Şam’ın dünya kamuoyu ve özellikle ABD tarafından yalnızlığa itildiği bir dönemde gerçekleşen bu ziyaret, Suriye’ye ambargo tehdidinde bulunan ABD tarafından hoş karşılanmamıştır.76 Daha sonrasında, Türkiye CumhurbaşkanıAhmet Necdet Sezer’in 2005 yılının Nisan ayında Suriye’ye iade ziyareti yapacağı şeklinde açıklamaları, ABD tarafından büyük tepki ile karşılanmıştır. Dönemin ABD Ankara Büyükelçisi Eric Edelman’ın: “Uluslararası camianın, BM Güvenlik Konseyi’nin 1559 sayılı kararı gereği tamamen fikir birliğinde olmaları gerekir….Umarız Türkiye bu konuda uluslararası camia içinde yer alacaktır. Uluslararası camiaya 
uyup uymama konusu tamamen Türkiye’nin kendi kararıdır..” şeklindeki açıklamaları, ikili ilişkilerde yeni bir krizin çıkmasına yol açmıştır. Sezer’e yönelik “Suriye’ye gidecek misiniz?” sorusuna Sezer “Gideceğiz elbette..”77 diyerek bu konudaki kesin tavrını ortaya koymuştur. 

ABD’nin tepkisine neden olan Cumhurbaşkanı Sezer’in Suriye ziyareti 14-16 Nisan 2005 tarihleri ararsında gerçekleşmiştir. 

Türkiye’nin de çıkarlarına uygun olan bu ziyaret, uluslararası baskılar dolayısıyla zor günler geçiren Suriye yönetimini bir hayli memnun etmiştir. Halkın Sezer’e gittiği her yerde ilgi göstermesi, Devlet Başkanı Esat’ın Protokol kurallarını delerek, Sezeri uçağına kadar uğurlaması, ABD tarafından dikkatle izlenmesinin yanında Dünya kamuoyunda ve bölge ülkeleri nezdinde genelde Türkiye’nin itibarını daha da arttırdığı78 şeklinde yorumlanmıştır. 

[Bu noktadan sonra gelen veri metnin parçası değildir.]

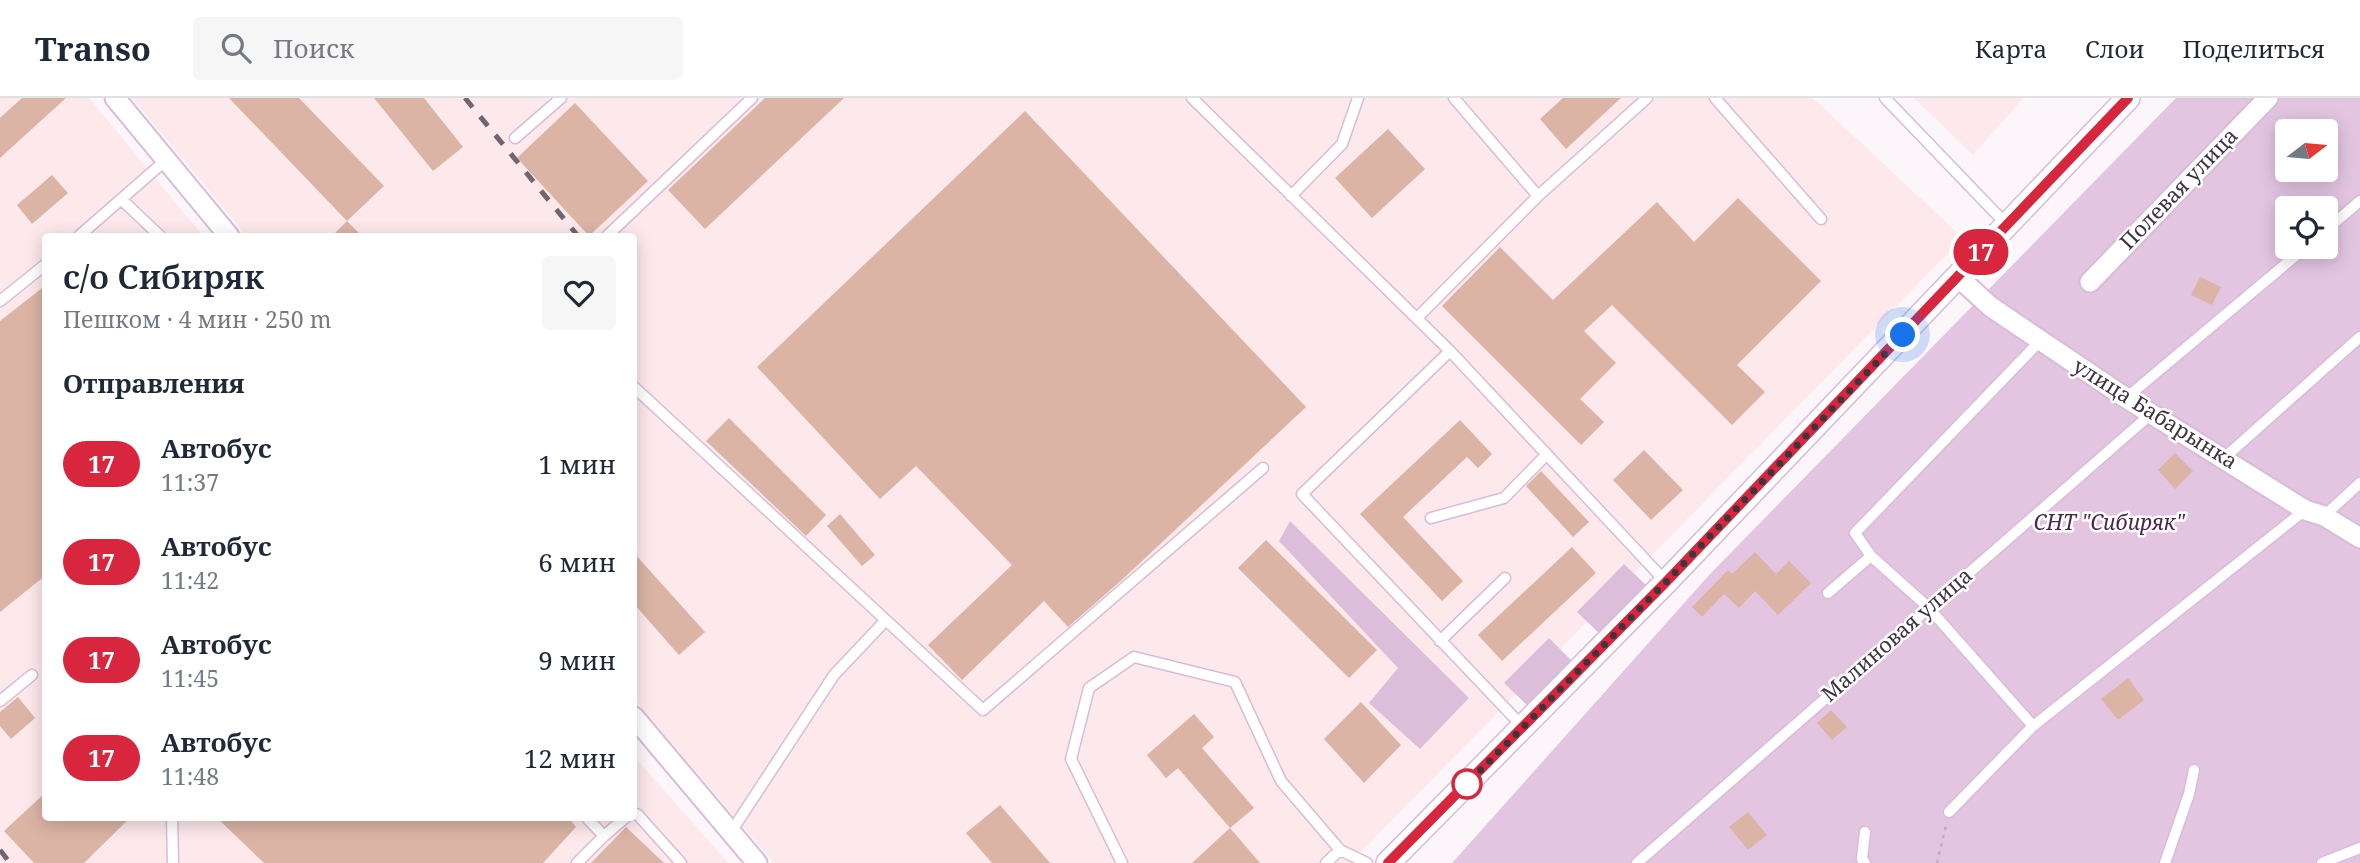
<!DOCTYPE html>
<html lang="ru">
<head>
<meta charset="utf-8">
<style>
	body { margin:0; font-family:"Noto Serif",serif; background:#f6f6f7; color:#1f2937; height:100vh; display:flex; flex-direction:column; font-size:26px; white-space:nowrap }
	* { box-sizing:border-box; margin:0 }
	p { font-size:23px; color:#747a83 }
	.icon { flex:none; width:38px; height:38px; fill:none; stroke:currentColor; stroke-width:2; stroke-linecap:round; stroke-linejoin:round }
	.map { position:relative; flex:1; overflow:hidden }
	.details { position:absolute; left:42px; top:135px; width:595px; height:588px; display:flex; flex-direction:column; background:#fff; border-radius:7px; box-shadow:0 4px 18px #0003 }
	.details>* { flex:none }
	.badge { padding:0 14px; border-radius:23px; font-size:24px; line-height:46px }
	.needle { width:46px; rotate:74deg }
	.fabs { position:absolute; left:2275px; top:21px; display:grid; gap:14px }
	.fabs a { display:grid; place-items:center; width:63px; height:63px; border-radius:7px; background:#fff; box-shadow:0 4px 18px #0003; font-size:35px }
	.you { position:absolute; width:35px; height:35px; margin:-18px; border:5px solid #fff; border-radius:50%; background:#1a73e8; box-shadow:0 0 0 10px #1a73e833 }
	.map>.badge { position:absolute; translate:-50% -50%; box-shadow:0 0 0 4px #fff }
	h2 { padding:0 21px; font-size:26px; line-height:63px }
	.round { display:grid; place-items:center; flex:none; width:74px; height:74px; border-radius:7px; background:#f6f6f7 }
	.summary { display:flex; align-items:center; justify-content:space-between; height:119px; padding:0 21px }
	h1 { font-size:33px; font-weight:600; line-height:52px }
	ul { padding:0; list-style:none }
	li { display:flex; align-items:center; gap:21px; height:98px; padding:0 21px }
	li div { flex:1 }
	li b { display:block; font-size:26px }
	li em { font-style:normal }
	li .badge { min-width:77px; font-weight:700; text-align:center }
	header { display:flex; align-items:center; gap:42px; box-sizing:border-box; height:98px; padding:0 35px; background:#fff; border-bottom:2px solid #e0e1e3 }
	header strong { font-size:33px }
	nav { display:flex; gap:38px; margin-inline-start:auto; font-size:24px }
	.search { width:490px; height:63px; background:#f6f6f7; display:flex; align-items:center; gap:18px; box-sizing:border-box; padding:0 24px; border-radius:7px; color:#747a83; font-size:26px }
	.map>svg:first-child { display:block }
</style>
</head>
<body>
<header>
<strong>Transo</strong>
<div class="search"><svg class="icon" aria-label="search" viewBox="0 0 24 24"><circle cx="10" cy="10" r="6"/><path d="M15 15l6 6"/></svg>Поиск</div>
<nav><a>Карта</a><a>Слои</a><a>Поделиться</a></nav>
</header>
<div class="map">
<svg width="2360" height="765" viewBox="0 0 2360 765">
	<rect width="100%" height="100%" fill="#fcf6fb"/>
	<!-- industrial -->
	<path fill="#fde8eb" d="M0 0H89L203 138H46V719H634V658L728 765H0Z
		M132 0H1813L1963 140 1350 765H774L634 601V138H247Z
		M1914 0H2023L1973 57Z"/>
	<!-- green -->
	<path fill="#e3c5e2" fill-rule="evenodd" d="M2176 0H2360V765H1452L1711 475ZM2287 33H2326V72H2287ZM2287 110H2326V149H2287Z"/>
	<!-- forest -->
	<path fill="#dcbedb" d="M1290 423 1469 600 1420 651 1369 605 1398 570 1279 443Z
		M1624 466 1649 490 1602 538 1577 514Z
		M1549 540 1574 565 1530 610 1504 585Z"/>
	<!-- building -->
	<path fill="#dbb4a5" d="M22 0H66L0 60V20Z
		M229 0H299L384 88 347 123Z
		M374 0H424L463 49 433 73Z
		M765 0H844L705 131 668 92Z
		M1563 0H1621L1566 51 1540 21Z
		M575 5 648 83 589 138 517 60Z
		M1025 13 1306 309 1124 480 1068 529 1044 503 962 582 928 547 1012 467 916 368 880 401 757 269Z
		M1388 31 1425 71 1372 120 1335 80Z
		M52 77 68 95 32 126 17 107Z
		M1738 100 1821 183 1737 267 1765 294 1732 327 1612 207 1584 233 1616 265 1580 301 1604 324 1581 347 1442 208 1500 149 1553 202 1657 104 1694 144Z
		M347 123 362 138H332Z
		M2200 179 2221 189 2212 207 2191 197Z
		M46 187V477L0 514V223Z
		M729 320 826 417 806 438 706 343Z
		M1460 322 1492 356 1478 370 1467 359 1403 419 1463 483 1442 503 1360 416Z
		M1644 352 1683 392 1651 422 1613 382Z
		M2175 355 2193 373 2175 391 2158 372Z
		M1541 373 1589 424 1573 439 1526 388Z
		M840 416 875 457 862 468 827 428Z
		M1266 442 1377 552 1349 580 1238 470Z
		M1572 449 1596 475 1502 563 1478 537Z
		M1755 454 1776 476 1789 463 1811 485 1778 517 1755 493 1739 510 1724 496 1702 519 1692 509 1728 472 1732 476Z
		M634 455 705 534 679 557 634 506Z
		M2128 580 2144 602 2118 622 2101 601Z
		M18 599 35 620 11 641 0 628V614Z
		M1361 604 1401 647 1364 685 1324 641Z
		M1831 612 1847 629 1832 642 1817 625Z
		M1194 616 1214 639 1202 650 1254 710 1230 730 1178 670 1166 680 1147 657Z
		M46 694V719H131L84 765H34L4 733Z
		M1000 707 1050 765H992L966 735Z
		M1748 714 1767 737 1748 752 1729 729Z
		M216 719H568L576 729 543 765H264Z
		M626 729 664 765H591Z
		M1230 730 1260 765H1192Z"/>
	<g fill="none" stroke-linecap="round" stroke-linejoin="round">
		<!-- service casing -->
		<g stroke="#d9bcd8" stroke-width="13">
			<path id="service" d="M1192 0 1450 253 1666 484
				M1715 0 1821 121
				M1885 0 2007 127
				M515 40 561 0
				M1291 98 1342 46 1358 0
				M1538 98 1647 0
				M122 102 160 138
				M2326 132 2360 103
				M79 138 166 62
				M607 138 752 0
				M0 203 46 166
				M1417 220 1538 98 1454 0
				M1450 253 1302 396 1523 629
				M634 289 983 612 1263 370
				M2126 300 2306 149
				M2224 360 2360 239
				M2324 418 2360 385
				M1431 420 1504 400 1547 356
				M1828 495 1871 458
				M1440 543 1505 480
				M0 603 32 577
				M2033 628 1928 509 1871 458 1855 435 2041 242
				M1949 714 2033 628 2305 412
				M634 715 638 717 681 765
				M172 719 173 765
				M586 719 604 738 626 719
				M731 734 834 577 885 523
				M577 765 604 738
				M1122 765 1071 661 1089 590 1134 559 1235 584 1281 683 1340 752 1367 765
				M1326 765 1340 752
				M1637 765 2151 316
				M1865 765 1862 761 1865 734
				M2165 765 2189 696 2194 672
				M2322 765 2360 750"/>
		</g>
		<!-- minor casing -->
		<g stroke="#d9bcd8" stroke-width="23">
			<path id="minor" d="M115 0 229 138
				M1958 179 1991 209 2126 300 2305 412 2324 418 2360 440
				M2090 184 2268 0
				M634 619 757 765"/>
		</g>
		<!-- tertiary casing -->
		<g stroke="#d9bcd8" stroke-width="26">
			<path id="tertiary" d="M1388 765 1666 484 2128 0"/>
		</g>
		<!-- path -->
		<path stroke="#bbb3ba" stroke-width="2.5" stroke-dasharray="3.5 5" stroke-linecap="butt" d="M1937 765 1946 727"/>
		<!-- service -->
		<use href="#service" stroke="#fff" stroke-width="10"/>
		<!-- minor -->
		<use href="#minor" stroke="#fff" stroke-width="19"/>
		<!-- tertiary -->
		<use href="#tertiary" stroke="#fff" stroke-width="23"/>
		<!-- rail -->
		<path stroke="#70666f" stroke-width="5" stroke-dasharray="12 12" stroke-linecap="butt" d="M465 0 578 138
			M0 752 10 765"/>
	</g>
	<g fill="none" stroke-linecap="round" stroke-linejoin="round">
		<!-- line casing -->
		<g stroke="#fff" stroke-width="16">
			<path id="line" d="M1388 765 1666 484 2128 0"/>
		</g>
		<!-- line -->
		<use href="#line" stroke="#d7263d" stroke-width="10"/>
		<!-- walk -->
		<path stroke="#3f333e" stroke-width="7" stroke-dasharray="0 12.6" d="M1467 686 1465 688 1666 484 1903 237"/>
	</g>
	<!-- markers -->
	<circle fill="#fff" stroke="#d7263d" stroke-width="3.5" cx="1467" cy="686" r="14"/>
	<g text-anchor="middle" stroke-width="5" stroke-linejoin="round" paint-order="stroke">
		<!-- street labels -->
		<g font-size="21" fill="#3f333e" stroke="#fff">
			<text transform="translate(2179 91) rotate(-46)" y="7">Полевая улица</text>
			<text transform="translate(2155 316) rotate(32)" y="7">улица Бабарынка</text>
			<text transform="translate(1897 537) rotate(-41)" y="7">Малиновая улица</text>
		</g>
		<!-- park labels -->
		<g font-size="21" font-style="italic" fill="#4d264c" stroke="#fff">
			<text x="2109" y="432">СНТ "Сибиряк"</text>
		</g>
	</g>
</svg>
<div class="fabs">
<a><svg class="needle" viewBox="-14 -14 28 28"><path d="M0-13l5 13h-10z" fill="#e53935"/><path d="M0 13l5-13h-10z" fill="#747a83"/></svg></a>
<a><svg class="icon" aria-label="locate" viewBox="0 0 24 24"><circle cx="12" cy="12" r="6"/><path d="M12 2v4M12 18v4M2 12h4M18 12h4"/></svg></a>
</div>
<div class="you" style="left:1903px;top:237px"></div>
<b class="badge" style="left:1981px;top:154px;background:#d7263d;color:#fff">17</b>
<section class="details">
<div class="summary"><div><h1>с/о Сибиряк</h1><p>Пешком · 4 мин · 250 m</p></div><a class="round"><svg class="icon" aria-label="heart" viewBox="0 0 24 24"><path d="M12 20l-8-8c-3-5 5-10 8-4 3-6 11-1 8 4z"/></svg></a></div>
<h2>Отправления</h2>
<ul>
<li><span class="badge" style="background:#d7263d;color:#fff">17</span><div><b>Автобус</b><p>11:37</p></div><em>1 мин</em></li>
<li><span class="badge" style="background:#d7263d;color:#fff">17</span><div><b>Автобус</b><p>11:42</p></div><em>6 мин</em></li>
<li><span class="badge" style="background:#d7263d;color:#fff">17</span><div><b>Автобус</b><p>11:45</p></div><em>9 мин</em></li>
<li><span class="badge" style="background:#d7263d;color:#fff">17</span><div><b>Автобус</b><p>11:48</p></div><em>12 мин</em></li>
</ul>
</section>
</div>
</body>
</html>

Türkiye’nin İran ile yakınlaşması da ABD ile ilişkilerdeki diğer bir sorun olarak ortaya çıkmıştır. ABD tarafından İran’a bir müdahalenin ihtimal dahilinde olduğu bu dönemde, Türkiye’nin konumunun nasıl olacağı sorusu en önemli sorudur. ABD, Türkiye’nin olası bir müdahalede veya müdahale olmasa dahi gerginlik safhasında, kendi istediği istikamette hareket etmesini ve İran ile olan ilişkilerini sınırlamasını istemiştir.79 ABD istihbaratının İran raporundan sonra, Bush Yönetimi döneminde bu ülkeye yönelik bir askeri harekât ihtimali oldukça azalmış, ama yok olmamıştır. Bush Yönetimi, ambargolar ve güç kullanma tehdidi olmazsa, İran’ın nükleer silah programına yine başlayacağını iddia ederek, bu ülkeye yönelik uluslararası baskının artarak devamına çalışmıştır.80 

Özellikle İran bu dönemde, üzerindeki ABD baskısı nedeniyle Türkiye’nin desteğini kazanmak istemiş, Türkiye ile yakınlaşma politikası uygulayarak siyasi, askeri ve ekonomik alanda ilişkileri geliştirmeye çalışmıştır. İran, ABD’nin PKK’ya desteğinin, ABD-Türkiye ilişkilerini zedelediğini ve Türkiye’yi ABD’den uzaklaştırdığını görmüş ve bu konjonktürü iyi değerlendirmek istemiştir. İran, hem kendi topraklarında, hem de sınırın Irak tarafında, PKK terör örgütünün uzantısı olan PEJAK terör örgütü ile mücadeleye girişmiş, teröre karşı Türkiye ile bir iletişim içinde olmaya özen göstermiştir. Çünkü: Irak’ın kuzeyindeki 
Kürt bölgesi oluşumunun ve bölgede gelişmekte olan Kürtçülük hareketinin kendisine de tehdit olacağı düşüncesindedir. 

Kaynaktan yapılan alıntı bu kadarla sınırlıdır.